START DATASET ENTRIES
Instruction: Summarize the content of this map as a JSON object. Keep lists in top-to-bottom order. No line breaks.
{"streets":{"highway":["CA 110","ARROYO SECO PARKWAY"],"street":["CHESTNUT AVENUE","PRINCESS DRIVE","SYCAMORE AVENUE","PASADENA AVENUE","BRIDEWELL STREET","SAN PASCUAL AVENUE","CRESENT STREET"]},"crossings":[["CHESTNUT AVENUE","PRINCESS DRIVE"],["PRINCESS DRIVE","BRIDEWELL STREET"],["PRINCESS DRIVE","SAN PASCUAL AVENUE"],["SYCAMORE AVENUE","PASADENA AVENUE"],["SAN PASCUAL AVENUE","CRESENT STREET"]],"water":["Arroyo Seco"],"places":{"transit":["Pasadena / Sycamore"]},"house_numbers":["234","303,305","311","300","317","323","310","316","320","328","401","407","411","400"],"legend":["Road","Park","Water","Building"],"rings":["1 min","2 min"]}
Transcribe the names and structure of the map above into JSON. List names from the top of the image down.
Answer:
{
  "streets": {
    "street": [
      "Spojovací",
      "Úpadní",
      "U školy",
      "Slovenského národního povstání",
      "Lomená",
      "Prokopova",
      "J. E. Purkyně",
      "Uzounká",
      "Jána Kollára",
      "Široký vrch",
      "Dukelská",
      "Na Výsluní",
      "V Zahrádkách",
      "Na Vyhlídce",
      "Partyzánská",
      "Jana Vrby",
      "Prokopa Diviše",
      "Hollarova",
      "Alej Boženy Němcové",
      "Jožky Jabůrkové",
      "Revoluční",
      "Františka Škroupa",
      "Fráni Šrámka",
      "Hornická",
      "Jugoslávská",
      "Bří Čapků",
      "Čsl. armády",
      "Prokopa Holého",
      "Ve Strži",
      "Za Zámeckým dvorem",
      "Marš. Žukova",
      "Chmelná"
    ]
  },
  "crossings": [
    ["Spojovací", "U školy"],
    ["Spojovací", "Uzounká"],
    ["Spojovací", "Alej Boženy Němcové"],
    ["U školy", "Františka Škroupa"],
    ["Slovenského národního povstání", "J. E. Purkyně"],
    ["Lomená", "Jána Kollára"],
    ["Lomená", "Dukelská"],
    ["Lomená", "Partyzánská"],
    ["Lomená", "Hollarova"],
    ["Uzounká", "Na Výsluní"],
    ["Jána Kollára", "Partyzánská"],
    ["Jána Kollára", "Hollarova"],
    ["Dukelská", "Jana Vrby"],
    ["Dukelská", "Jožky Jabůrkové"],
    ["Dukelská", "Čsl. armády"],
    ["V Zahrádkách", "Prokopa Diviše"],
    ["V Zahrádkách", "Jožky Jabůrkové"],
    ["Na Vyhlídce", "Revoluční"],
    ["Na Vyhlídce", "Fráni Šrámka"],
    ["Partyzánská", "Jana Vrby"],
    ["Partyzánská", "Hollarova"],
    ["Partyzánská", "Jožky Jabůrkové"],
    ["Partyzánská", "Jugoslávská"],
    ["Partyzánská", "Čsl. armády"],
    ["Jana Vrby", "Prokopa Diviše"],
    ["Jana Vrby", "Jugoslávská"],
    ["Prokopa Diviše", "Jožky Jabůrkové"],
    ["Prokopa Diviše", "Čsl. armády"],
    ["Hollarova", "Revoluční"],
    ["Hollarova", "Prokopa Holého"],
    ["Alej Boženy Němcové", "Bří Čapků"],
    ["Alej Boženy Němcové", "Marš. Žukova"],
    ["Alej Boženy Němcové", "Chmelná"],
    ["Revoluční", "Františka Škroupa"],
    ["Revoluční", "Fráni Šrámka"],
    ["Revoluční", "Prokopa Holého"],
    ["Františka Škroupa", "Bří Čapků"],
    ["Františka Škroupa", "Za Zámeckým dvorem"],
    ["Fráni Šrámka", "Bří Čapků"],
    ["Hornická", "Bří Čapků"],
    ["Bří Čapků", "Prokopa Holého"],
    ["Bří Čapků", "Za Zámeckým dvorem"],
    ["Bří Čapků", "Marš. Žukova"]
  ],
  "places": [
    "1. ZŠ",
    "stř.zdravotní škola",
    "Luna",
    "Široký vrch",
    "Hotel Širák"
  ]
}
END DATASET ENTRIES
▸ ASSIGNMENT:
Repeat the material above exactly.

▸ RESPONSE:
Instruction: Summarize the content of this map as a JSON object. Keep lists in top-to-bottom order. No line breaks.
{"streets":{"highway":["CA 110","ARROYO SECO PARKWAY"],"street":["CHESTNUT AVENUE","PRINCESS DRIVE","SYCAMORE AVENUE","PASADENA AVENUE","BRIDEWELL STREET","SAN PASCUAL AVENUE","CRESENT STREET"]},"crossings":[["CHESTNUT AVENUE","PRINCESS DRIVE"],["PRINCESS DRIVE","BRIDEWELL STREET"],["PRINCESS DRIVE","SAN PASCUAL AVENUE"],["SYCAMORE AVENUE","PASADENA AVENUE"],["SAN PASCUAL AVENUE","CRESENT STREET"]],"water":["Arroyo Seco"],"places":{"transit":["Pasadena / Sycamore"]},"house_numbers":["234","303,305","311","300","317","323","310","316","320","328","401","407","411","400"],"legend":["Road","Park","Water","Building"],"rings":["1 min","2 min"]}
Transcribe the names and structure of the map above into JSON. List names from the top of the image down.
Answer:
{
  "streets": {
    "street": [
      "Spojovací",
      "Úpadní",
      "U školy",
      "Slovenského národního povstání",
      "Lomená",
      "Prokopova",
      "J. E. Purkyně",
      "Uzounká",
      "Jána Kollára",
      "Široký vrch",
      "Dukelská",
      "Na Výsluní",
      "V Zahrádkách",
      "Na Vyhlídce",
      "Partyzánská",
      "Jana Vrby",
      "Prokopa Diviše",
      "Hollarova",
      "Alej Boženy Němcové",
      "Jožky Jabůrkové",
      "Revoluční",
      "Františka Škroupa",
      "Fráni Šrámka",
      "Hornická",
      "Jugoslávská",
      "Bří Čapků",
      "Čsl. armády",
      "Prokopa Holého",
      "Ve Strži",
      "Za Zámeckým dvorem",
      "Marš. Žukova",
      "Chmelná"
    ]
  },
  "crossings": [
    ["Spojovací", "U školy"],
    ["Spojovací", "Uzounká"],
    ["Spojovací", "Alej Boženy Němcové"],
    ["U školy", "Františka Škroupa"],
    ["Slovenského národního povstání", "J. E. Purkyně"],
    ["Lomená", "Jána Kollára"],
    ["Lomená", "Dukelská"],
    ["Lomená", "Partyzánská"],
    ["Lomená", "Hollarova"],
    ["Uzounká", "Na Výsluní"],
    ["Jána Kollára", "Partyzánská"],
    ["Jána Kollára", "Hollarova"],
    ["Dukelská", "Jana Vrby"],
    ["Dukelská", "Jožky Jabůrkové"],
    ["Dukelská", "Čsl. armády"],
    ["V Zahrádkách", "Prokopa Diviše"],
    ["V Zahrádkách", "Jožky Jabůrkové"],
    ["Na Vyhlídce", "Revoluční"],
    ["Na Vyhlídce", "Fráni Šrámka"],
    ["Partyzánská", "Jana Vrby"],
    ["Partyzánská", "Hollarova"],
    ["Partyzánská", "Jožky Jabůrkové"],
    ["Partyzánská", "Jugoslávská"],
    ["Partyzánská", "Čsl. armády"],
    ["Jana Vrby", "Prokopa Diviše"],
    ["Jana Vrby", "Jugoslávská"],
    ["Prokopa Diviše", "Jožky Jabůrkové"],
    ["Prokopa Diviše", "Čsl. armády"],
    ["Hollarova", "Revoluční"],
    ["Hollarova", "Prokopa Holého"],
    ["Alej Boženy Němcové", "Bří Čapků"],
    ["Alej Boženy Němcové", "Marš. Žukova"],
    ["Alej Boženy Němcové", "Chmelná"],
    ["Revoluční", "Františka Škroupa"],
    ["Revoluční", "Fráni Šrámka"],
    ["Revoluční", "Prokopa Holého"],
    ["Františka Škroupa", "Bří Čapků"],
    ["Františka Škroupa", "Za Zámeckým dvorem"],
    ["Fráni Šrámka", "Bří Čapků"],
    ["Hornická", "Bří Čapků"],
    ["Bří Čapků", "Prokopa Holého"],
    ["Bří Čapků", "Za Zámeckým dvorem"],
    ["Bří Čapků", "Marš. Žukova"]
  ],
  "places": [
    "1. ZŠ",
    "stř.zdravotní škola",
    "Luna",
    "Široký vrch",
    "Hotel Širák"
  ]
}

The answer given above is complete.